Чтобы проверить свою догадку, он сбегал в дом, принес оттуда миску холодной гречневой каши и вывалил ее в корыто.

— Каша, — отчетливо услышал он.

Последующие два часа Кельман провел, слоняясь по двору. Он то присаживался возле куриного насеста, то возвращался к хлеву, то стоял возле забора, пытаясь уловить, о чем думают прохожие. Как и у Хрюхи, на уме у куриц была только еда. Их мысли были коротенькими и несвязными, беспорядочно перепрыгивающими с одного предмета на другой.

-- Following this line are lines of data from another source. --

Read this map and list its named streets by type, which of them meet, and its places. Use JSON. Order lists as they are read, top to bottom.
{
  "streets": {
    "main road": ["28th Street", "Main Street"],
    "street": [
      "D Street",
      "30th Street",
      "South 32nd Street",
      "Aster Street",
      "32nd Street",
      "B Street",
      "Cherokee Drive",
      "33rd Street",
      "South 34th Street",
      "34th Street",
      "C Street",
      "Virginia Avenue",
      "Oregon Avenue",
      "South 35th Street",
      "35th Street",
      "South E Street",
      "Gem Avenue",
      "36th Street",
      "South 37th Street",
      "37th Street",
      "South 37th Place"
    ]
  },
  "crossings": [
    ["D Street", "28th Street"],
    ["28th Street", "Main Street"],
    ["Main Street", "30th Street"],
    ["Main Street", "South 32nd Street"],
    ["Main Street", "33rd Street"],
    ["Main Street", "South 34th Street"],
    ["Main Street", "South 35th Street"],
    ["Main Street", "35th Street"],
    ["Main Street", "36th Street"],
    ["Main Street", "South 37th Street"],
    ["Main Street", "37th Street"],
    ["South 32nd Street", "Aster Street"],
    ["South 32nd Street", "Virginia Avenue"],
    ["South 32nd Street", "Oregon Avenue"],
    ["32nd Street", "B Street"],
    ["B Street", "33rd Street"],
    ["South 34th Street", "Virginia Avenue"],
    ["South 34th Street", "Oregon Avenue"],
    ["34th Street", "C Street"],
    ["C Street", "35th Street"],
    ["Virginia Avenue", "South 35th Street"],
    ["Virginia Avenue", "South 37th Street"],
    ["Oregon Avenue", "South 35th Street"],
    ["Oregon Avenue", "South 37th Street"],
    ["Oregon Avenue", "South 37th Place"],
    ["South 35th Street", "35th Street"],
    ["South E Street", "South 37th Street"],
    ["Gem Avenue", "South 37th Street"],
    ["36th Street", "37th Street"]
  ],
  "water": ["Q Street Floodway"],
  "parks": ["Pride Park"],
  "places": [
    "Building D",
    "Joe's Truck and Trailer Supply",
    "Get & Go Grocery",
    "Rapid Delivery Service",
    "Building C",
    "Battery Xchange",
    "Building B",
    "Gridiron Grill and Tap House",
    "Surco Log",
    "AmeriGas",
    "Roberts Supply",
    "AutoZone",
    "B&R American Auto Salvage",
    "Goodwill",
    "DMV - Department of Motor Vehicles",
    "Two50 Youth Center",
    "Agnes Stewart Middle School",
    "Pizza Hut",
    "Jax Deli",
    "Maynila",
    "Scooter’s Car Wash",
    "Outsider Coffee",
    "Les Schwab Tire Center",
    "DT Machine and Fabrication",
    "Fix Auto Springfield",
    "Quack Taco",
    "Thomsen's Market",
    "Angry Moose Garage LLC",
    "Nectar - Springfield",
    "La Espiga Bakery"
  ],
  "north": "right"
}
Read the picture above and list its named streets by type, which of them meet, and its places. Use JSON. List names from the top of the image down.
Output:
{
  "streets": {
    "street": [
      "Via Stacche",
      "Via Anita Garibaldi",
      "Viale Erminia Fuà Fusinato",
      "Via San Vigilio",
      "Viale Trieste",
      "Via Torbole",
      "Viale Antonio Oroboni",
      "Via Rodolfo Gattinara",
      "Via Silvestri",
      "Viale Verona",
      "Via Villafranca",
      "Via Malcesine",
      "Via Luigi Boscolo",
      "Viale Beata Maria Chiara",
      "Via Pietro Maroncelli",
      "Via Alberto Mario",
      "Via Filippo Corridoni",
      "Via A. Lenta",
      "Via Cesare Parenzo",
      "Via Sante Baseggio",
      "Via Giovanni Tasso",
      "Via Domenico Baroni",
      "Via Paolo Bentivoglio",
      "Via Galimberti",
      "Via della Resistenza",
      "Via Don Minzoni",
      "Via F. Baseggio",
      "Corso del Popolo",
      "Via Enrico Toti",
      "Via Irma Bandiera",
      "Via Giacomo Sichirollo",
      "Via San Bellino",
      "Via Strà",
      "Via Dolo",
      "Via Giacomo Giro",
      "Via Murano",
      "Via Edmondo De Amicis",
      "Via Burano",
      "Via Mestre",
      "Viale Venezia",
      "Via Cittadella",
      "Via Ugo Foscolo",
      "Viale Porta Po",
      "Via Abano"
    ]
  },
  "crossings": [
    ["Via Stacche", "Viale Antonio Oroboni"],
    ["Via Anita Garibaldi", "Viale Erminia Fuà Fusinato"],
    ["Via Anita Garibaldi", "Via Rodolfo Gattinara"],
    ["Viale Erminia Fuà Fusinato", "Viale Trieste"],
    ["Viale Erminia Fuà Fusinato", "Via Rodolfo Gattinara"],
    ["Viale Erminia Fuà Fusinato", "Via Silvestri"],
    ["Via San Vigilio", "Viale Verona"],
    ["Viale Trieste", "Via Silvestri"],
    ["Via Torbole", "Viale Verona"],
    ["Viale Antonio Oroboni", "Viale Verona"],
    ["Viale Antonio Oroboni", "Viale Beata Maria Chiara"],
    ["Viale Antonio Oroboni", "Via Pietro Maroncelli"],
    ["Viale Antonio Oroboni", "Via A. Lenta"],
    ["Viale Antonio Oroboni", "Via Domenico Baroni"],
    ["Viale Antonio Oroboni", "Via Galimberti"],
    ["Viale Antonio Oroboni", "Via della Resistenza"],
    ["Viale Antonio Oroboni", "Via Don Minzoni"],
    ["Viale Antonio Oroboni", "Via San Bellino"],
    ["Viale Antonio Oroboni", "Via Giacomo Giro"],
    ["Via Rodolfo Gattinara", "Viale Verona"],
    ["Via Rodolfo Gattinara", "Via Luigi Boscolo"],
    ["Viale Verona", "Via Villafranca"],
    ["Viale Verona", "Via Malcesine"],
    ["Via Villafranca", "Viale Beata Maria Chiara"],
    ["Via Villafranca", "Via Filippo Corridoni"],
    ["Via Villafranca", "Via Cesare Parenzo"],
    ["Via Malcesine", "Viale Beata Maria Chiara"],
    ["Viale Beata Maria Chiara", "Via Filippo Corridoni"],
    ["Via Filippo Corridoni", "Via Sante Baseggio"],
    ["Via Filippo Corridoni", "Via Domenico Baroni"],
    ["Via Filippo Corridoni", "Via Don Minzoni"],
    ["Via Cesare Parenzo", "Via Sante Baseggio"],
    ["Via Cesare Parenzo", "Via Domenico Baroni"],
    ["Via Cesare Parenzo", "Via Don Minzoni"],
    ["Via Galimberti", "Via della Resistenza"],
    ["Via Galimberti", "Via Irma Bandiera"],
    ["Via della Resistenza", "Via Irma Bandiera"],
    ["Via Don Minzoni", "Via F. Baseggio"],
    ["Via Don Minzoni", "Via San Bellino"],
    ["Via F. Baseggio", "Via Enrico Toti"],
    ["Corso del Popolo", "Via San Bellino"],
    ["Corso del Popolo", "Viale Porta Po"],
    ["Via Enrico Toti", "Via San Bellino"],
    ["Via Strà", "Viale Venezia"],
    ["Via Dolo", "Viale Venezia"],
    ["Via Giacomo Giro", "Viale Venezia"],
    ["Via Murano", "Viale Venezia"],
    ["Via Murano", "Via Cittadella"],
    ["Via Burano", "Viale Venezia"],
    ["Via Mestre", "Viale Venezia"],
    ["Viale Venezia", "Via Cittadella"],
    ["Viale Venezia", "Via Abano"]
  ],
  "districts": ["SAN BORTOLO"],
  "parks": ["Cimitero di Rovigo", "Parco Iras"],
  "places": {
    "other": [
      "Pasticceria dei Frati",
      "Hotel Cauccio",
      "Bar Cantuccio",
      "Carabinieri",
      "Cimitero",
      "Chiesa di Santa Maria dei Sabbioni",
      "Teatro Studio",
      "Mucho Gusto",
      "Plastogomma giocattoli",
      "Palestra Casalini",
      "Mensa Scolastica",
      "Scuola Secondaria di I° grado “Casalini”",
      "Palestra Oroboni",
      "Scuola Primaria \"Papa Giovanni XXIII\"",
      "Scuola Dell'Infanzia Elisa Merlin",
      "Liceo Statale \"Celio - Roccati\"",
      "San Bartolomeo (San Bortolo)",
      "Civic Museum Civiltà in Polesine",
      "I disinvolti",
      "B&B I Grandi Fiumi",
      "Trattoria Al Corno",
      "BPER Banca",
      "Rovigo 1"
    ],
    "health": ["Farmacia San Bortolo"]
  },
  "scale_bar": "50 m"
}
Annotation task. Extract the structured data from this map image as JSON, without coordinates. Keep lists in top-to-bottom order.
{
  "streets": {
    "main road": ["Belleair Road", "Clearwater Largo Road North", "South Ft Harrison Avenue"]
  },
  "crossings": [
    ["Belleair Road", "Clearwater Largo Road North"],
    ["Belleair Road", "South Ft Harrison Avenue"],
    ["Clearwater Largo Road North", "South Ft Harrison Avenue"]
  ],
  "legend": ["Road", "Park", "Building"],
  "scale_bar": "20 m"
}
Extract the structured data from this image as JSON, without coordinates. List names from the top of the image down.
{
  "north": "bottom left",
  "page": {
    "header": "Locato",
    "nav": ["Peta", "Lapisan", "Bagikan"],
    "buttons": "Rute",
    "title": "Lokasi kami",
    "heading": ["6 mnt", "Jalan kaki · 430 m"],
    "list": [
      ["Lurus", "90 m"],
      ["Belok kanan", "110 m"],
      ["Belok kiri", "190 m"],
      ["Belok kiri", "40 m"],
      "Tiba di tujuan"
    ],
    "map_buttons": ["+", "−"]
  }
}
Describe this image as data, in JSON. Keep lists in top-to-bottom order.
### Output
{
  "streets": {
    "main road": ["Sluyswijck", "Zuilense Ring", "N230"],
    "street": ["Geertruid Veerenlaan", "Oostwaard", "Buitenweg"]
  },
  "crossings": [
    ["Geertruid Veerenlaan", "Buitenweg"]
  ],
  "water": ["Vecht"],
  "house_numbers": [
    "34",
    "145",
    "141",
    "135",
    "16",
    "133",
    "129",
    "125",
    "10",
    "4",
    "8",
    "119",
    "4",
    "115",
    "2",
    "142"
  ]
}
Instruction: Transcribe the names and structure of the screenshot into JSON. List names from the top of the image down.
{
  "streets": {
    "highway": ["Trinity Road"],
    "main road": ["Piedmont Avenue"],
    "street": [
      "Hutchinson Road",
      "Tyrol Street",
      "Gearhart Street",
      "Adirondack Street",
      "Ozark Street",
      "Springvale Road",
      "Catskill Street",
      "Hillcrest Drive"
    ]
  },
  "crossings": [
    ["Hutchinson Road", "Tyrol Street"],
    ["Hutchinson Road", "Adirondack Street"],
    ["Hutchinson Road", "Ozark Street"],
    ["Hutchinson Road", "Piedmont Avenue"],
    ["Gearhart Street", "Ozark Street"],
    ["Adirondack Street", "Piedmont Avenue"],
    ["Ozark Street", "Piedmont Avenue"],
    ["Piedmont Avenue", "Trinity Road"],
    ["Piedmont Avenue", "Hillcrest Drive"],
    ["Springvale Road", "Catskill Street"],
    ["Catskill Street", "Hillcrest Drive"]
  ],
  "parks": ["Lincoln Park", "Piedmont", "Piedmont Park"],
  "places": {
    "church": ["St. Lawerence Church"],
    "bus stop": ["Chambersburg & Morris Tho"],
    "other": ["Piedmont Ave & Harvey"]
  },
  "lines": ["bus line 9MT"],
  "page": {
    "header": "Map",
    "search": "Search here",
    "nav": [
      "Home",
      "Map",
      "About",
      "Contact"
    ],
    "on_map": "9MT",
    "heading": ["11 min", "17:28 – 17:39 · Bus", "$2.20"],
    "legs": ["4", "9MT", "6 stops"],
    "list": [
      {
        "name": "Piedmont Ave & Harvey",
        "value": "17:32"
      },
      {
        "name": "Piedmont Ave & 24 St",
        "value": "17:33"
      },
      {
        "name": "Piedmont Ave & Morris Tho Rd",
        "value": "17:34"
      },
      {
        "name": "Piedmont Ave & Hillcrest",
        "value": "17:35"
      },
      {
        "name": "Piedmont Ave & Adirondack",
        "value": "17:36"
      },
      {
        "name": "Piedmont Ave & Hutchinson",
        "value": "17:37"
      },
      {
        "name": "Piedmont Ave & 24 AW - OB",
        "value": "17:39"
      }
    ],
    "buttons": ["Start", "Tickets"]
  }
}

— Чудеса, — шептал Кельман. — Ну и ну. Надо всем рассказать. Хотя наверняка на смех поднимут.

Он отряхнул штаны от соломы и выскочил за калитку, едва не врезавшись в стоящего за ней Перша. Лицо у кузнеца было счастливым, но немного озадаченным.

— Посмотри! — сказал он. — Я сам себя вылечил!

Кельман издал нечленораздельное кудахтанье.

— Сегодня ночью проснулся, жажда мучит. Встать сам не могу, а Милочку будить жалко — и так за день со мной намаялась. Лежу, только зубами от бессилия скрежещу. И тут словно как воспоминание приходит, — кузнец неуверенно потер руки, — о том, как ладони над больным местом держать, и силу Ки излучать.

— И что?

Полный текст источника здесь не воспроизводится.